Delicious Fire Roasted Pork Chile Verde Recipes

Delicious, fresh and tasty.



Fire Roasted Pork Chile Verde. The idea was to create easy to make recipes for bringing or making to a party. All photo credit: Shea Evans Photography. Flour for dredging A chile verde recipe using wild or farmed pork.

Fire Roasted Pork Chile Verde I prefer fire-roasted jalapenos and either pasilla or poblano peppers, but you can also use Anaheim or, as a last resort, green bell peppers. Our Pork Chile Verde is made with fire-roasted Anaheim chilies, tender, naturally raised pork and the perfect blend of Jalisco spices, our Chile Verde con Pork is a celebration of fresh, authentic flavor that's best served shared. In a large bowl or resealable plastic bag, combine flour, salt and pepper. You can cook Fire Roasted Pork Chile Verde using 17 ingredients and 12 steps. Here is how you cook that.

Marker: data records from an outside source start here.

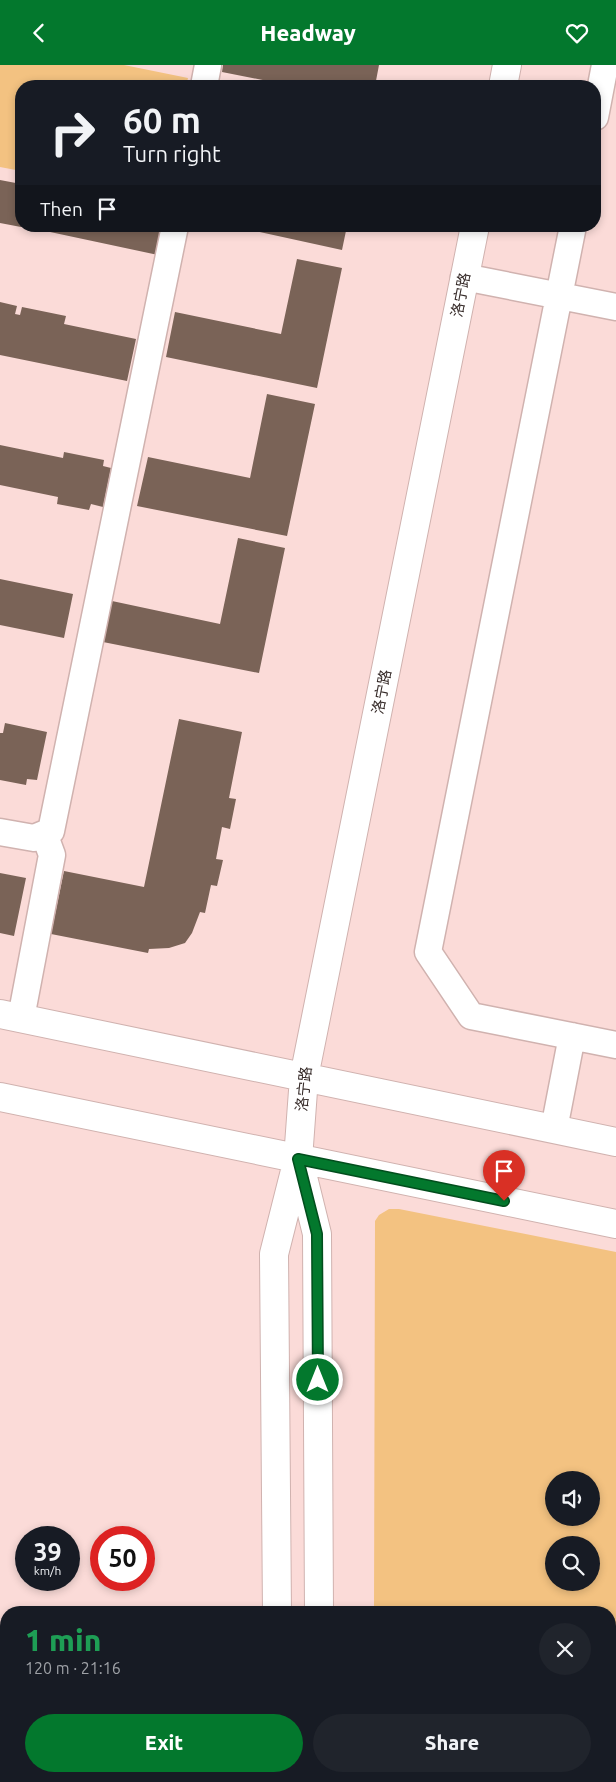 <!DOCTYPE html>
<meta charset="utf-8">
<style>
body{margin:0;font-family:Ubuntu,"Noto Sans SC",sans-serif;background:#20242c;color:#f1f3f6;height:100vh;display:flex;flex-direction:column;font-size:19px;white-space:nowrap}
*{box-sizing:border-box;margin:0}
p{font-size:16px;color:#9ea1a6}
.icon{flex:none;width:28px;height:28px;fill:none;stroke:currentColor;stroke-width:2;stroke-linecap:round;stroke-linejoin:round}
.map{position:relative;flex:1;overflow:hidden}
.drawer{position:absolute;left:0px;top:1541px;width:616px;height:176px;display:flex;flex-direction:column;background:#171b24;border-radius:20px 20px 0 0;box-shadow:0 2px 8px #0003}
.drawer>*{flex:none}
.top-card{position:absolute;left:15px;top:15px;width:586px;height:152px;border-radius:20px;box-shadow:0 2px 8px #0003;background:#171b24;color:#f1f3f6;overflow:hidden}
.controls{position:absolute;left:545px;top:1406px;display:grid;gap:10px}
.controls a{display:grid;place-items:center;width:55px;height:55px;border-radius:50%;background:#171b24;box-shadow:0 2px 8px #0003;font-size:25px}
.speed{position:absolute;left:15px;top:1461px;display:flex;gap:10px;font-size:25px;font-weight:700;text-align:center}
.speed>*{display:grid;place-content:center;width:65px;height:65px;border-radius:50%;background:#171b24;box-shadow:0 2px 8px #0003;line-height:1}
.speed small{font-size:12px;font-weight:400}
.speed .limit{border:8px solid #d22;background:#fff;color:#111}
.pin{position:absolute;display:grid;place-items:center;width:42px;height:42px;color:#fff;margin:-51px -21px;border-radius:50% 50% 50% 0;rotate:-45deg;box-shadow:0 0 5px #0007}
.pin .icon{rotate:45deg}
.me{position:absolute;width:55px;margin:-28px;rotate:0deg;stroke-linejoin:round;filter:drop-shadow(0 0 4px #0008)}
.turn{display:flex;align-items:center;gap:18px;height:105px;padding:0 25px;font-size:22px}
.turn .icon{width:65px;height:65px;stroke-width:2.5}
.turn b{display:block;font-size:35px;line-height:42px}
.then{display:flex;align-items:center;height:48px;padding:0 25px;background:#0003;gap:10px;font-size:19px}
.round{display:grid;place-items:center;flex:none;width:52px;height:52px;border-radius:26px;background:#20242c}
.head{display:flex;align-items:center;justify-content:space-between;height:85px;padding:0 25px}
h1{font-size:30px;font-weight:800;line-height:38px;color:#1e9e55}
.action{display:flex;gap:10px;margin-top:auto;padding:10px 25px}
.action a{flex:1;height:58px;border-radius:30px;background:#03782d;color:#fff;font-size:20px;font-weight:800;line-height:58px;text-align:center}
.action a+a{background:#20242c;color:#f1f3f6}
header{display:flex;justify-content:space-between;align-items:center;height:65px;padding:0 25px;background:#03782d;color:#fff;font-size:22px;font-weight:800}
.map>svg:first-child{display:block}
</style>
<header><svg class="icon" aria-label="back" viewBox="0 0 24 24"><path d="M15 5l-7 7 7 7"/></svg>Headway<svg class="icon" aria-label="heart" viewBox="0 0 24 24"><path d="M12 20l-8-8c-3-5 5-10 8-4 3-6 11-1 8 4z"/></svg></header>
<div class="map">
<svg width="616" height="1717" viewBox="0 0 616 1717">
<rect width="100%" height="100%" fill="#fbdbd8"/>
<path fill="#f3c281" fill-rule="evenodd" d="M0 0H124L188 13 186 21H21V106L0 102Z
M389 1144H399L616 1187V1717H374V1711H610V1548L374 1547 375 1156 379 1150ZM554 1415H591V1452H554ZM554 1480H591V1518H554Z"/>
<path fill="#7a6357" d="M223 0H379L375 21H293L222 7Z
M0 115 21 119V162L0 158Z
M22 161H164L158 190Z
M232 161H347L342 185Z
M297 194 342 203 317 323 166 292 175 247 281 269Z
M0 237 17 241 15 249 20 250 22 242 66 251 64 259 136 274 127 316 0 290Z
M267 329 315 339 287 471 137 441 148 392 250 413Z
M0 380 63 393 64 387 104 395 103 401 111 403 103 442 91 439 89 445 57 439 58 432 0 420Z
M238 473 285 483 259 608 103 577 112 536 220 559Z
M0 514 73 529 64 573 0 560Z
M179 654 242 667 229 733 236 734 230 764 222 762 216 794 223 795 217 821 211 820 205 848 200 847 192 868 185 878 169 883 149 884 148 888 51 869 64 806 144 822Z
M5 658 47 667 37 715 27 714 26 720 0 715V668H3Z
M0 808 26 813 14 871 0 868Z"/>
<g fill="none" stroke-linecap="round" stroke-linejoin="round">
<g stroke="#d0b2af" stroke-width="29">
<path id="minor" d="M204 21 208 0
M595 52 605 0
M573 161 428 887 471 951 616 980
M464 212 616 242
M0 767 34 773 51 766 175 161
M21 953 52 790 45 771
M554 1064 572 971"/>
</g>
<g stroke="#d0b2af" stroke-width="30">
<path id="major" d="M503 21 507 0
M0 949 616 1077
M0 1032 616 1159
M299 1096 317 1169 319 1548
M277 1548 274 1189 298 1094 304 1012 475 161
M278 1711V1717
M320 1711V1717"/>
</g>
<use href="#minor" stroke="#fff" stroke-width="26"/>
<use href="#major" stroke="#fff" stroke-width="28"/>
</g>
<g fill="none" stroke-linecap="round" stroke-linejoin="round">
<g stroke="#024e1d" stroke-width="12">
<path id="route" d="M318 1315 317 1169 298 1094 504 1136"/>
</g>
<use href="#route" stroke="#03782d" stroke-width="9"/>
</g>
<g text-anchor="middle" stroke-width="5" stroke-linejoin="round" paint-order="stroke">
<g font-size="15" fill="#362b29" stroke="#fff">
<text transform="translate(461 230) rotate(-79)" y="5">洛宁路</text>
<text transform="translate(382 627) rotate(-79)" y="5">洛宁路</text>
<text transform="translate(304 1024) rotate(-84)" y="5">洛宁路</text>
</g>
</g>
</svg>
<div class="controls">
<a><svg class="icon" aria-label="sound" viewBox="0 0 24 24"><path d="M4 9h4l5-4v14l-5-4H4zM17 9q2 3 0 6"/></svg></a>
<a><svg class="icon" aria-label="search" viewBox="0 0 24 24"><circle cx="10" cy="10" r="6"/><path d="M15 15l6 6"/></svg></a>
</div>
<div class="speed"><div>39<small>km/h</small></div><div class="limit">50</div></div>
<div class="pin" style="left:504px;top:1136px;background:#d93025"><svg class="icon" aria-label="arrive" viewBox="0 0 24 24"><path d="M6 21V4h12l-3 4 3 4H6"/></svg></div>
<svg class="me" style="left:318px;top:1315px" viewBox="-20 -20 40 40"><circle r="17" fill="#03782d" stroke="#fff" stroke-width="3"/><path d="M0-11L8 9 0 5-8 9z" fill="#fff"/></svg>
<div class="top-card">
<div class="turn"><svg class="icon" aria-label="right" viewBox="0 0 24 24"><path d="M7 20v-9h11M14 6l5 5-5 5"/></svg><div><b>60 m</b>Turn right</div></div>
<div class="then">Then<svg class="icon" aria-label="arrive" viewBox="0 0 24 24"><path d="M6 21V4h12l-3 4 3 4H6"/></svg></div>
</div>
<section class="drawer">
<div class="head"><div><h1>1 min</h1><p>120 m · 21:16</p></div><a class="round"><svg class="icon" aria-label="close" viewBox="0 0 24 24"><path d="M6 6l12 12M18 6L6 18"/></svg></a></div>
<div class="action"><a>Exit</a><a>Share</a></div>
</section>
</div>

Ingredients of Fire Roasted Pork Chile Verde

  1. It's 1 1/2 lb of pork shoulder cubed.
  2. It's 4 of anaheim peppers.
  3. It's 3 of serrano peppers.
  4. You need 6 of tomatillo.
  5. You need 1 of white onion, quartered.
  6. It's 6 clove of garlic.
  7. It's 32 oz of chicken stock.
  8. Prepare 32 oz of water.
  9. Prepare 1 can of diced tomatoes.
  10. You need 1/2 cup of chopped cilantro.
  11. You need 2 tbsp of ground cumin.
  12. You need 2 tbsp of oregano.
  13. You need 1 tsp of salt.
  14. Prepare 1 1/2 tsp of pepper.
  15. You need 1 can of hominy.
  16. Prepare 1 cup of shredded cheese.
  17. Prepare 1 tbsp of pico de gallo.

Add pork cubes and toss to coat. In a Dutch oven or soup kettle over medium heat, brown pork in oil; drain. Add chilies, tomatoes, garlic, onion, jalapeno, cilantro and cumin; bring to a boil. HEAT vegetable oil in large saucepan over medium-high heat.

Fire Roasted Pork Chile Verde instructions

  1. Heat grill to 400°F.
  2. Rub pork with salt,pepper and cumin.
  3. Sear pork on grill using an open pan or screen so cubes don't fall through grates..
  4. Grill chilis, tomatillos, onion, garlic until chilis are charred and onion is tender.
  5. Remove vegetables from grill and place peppers in ziplock bag to sweat.
  6. Remove grilled pork and set aside.
  7. Pour chicken stock and water in a stock pot with onions, tomatillos, and garlic. add diced tomatoes. add oregano, cilantro and remaining cumin salt and pepper. bring to a boil.
  8. While stock is heating,clean chilis, removing the seeds and membrane. use gloves if desired. add to stock.
  9. Once stock is boiling, cover and simmer for 25 minutes..
  10. Remove from heat and using an immersion blender, puree stock and vegatables.
  11. Add pork and hominy. return pot to heat and simmer 20 minutes..
  12. Top with shredded queso fresco amd cheddar and pico de gallo for a fresh twist.

ADD tomatoes with juice, chiles, broth and salt. The trick to making chile verde that's rich and fall-apart tender is the idea of building flavors at each step in the cooking process. The first flavor builder - roasting the tomatillos and peppers under a broiler. This gives the chile verde sauce a slightly smokey flavor, and cuts down on the sourness of the tomatillos. Hatch chile recipes are incredibly popular in the southwestern and western portions of the United States.